Omit the images. Restate all of the records word for word.

---- Extracted material

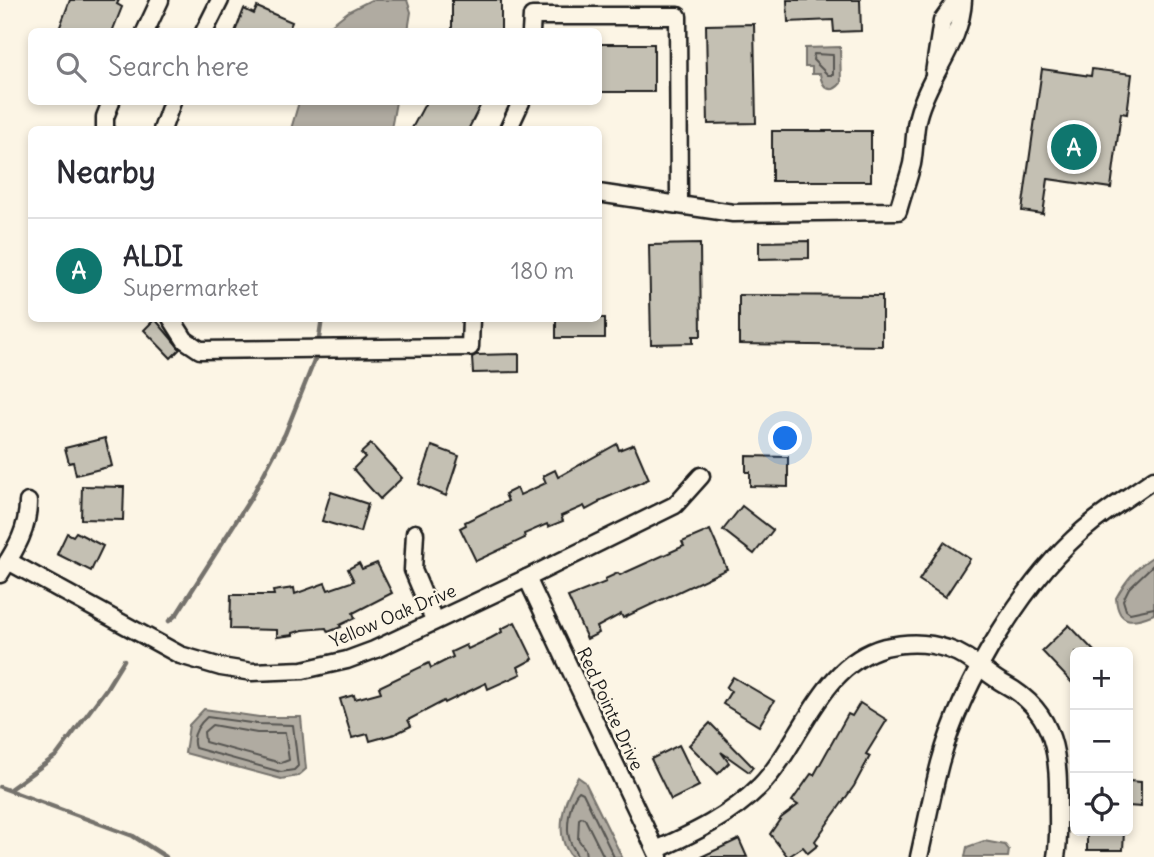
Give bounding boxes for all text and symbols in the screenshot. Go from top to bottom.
search box [28,28,602,105]
icon: search [52,48,90,86]
text: Search here [108,50,249,83]
pin: A [1051,121,1097,173]
text: Nearby [56,153,156,191]
text: ALDI [123,240,183,273]
text: A [72,256,86,285]
text: 180 m [511,256,574,285]
text: Supermarket [123,273,259,302]
your location [768,421,802,455]
street label: Yellow Oak Drive [326,579,460,653]
street label: Red Pointe Drive [572,644,649,774]
map controls [1070,647,1133,836]
button: + [1070,647,1133,710]
button: − [1070,710,1133,773]
button: locate [1070,773,1133,836]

--------

Response to this exercise.
Give bounding boxes for all text and symbols in the screenshot. Go from top to bottom.
search box [28,28,602,105]
icon: search [52,48,90,86]
text: Search here [108,50,249,83]
pin: A [1051,121,1097,173]
text: Nearby [56,153,156,191]
text: ALDI [123,240,183,273]
text: A [72,256,86,285]
text: 180 m [511,256,574,285]
text: Supermarket [123,273,259,302]
your location [768,421,802,455]
street label: Yellow Oak Drive [326,579,460,653]
street label: Red Pointe Drive [572,644,649,774]
map controls [1070,647,1133,836]
button: + [1070,647,1133,710]
button: − [1070,710,1133,773]
button: locate [1070,773,1133,836]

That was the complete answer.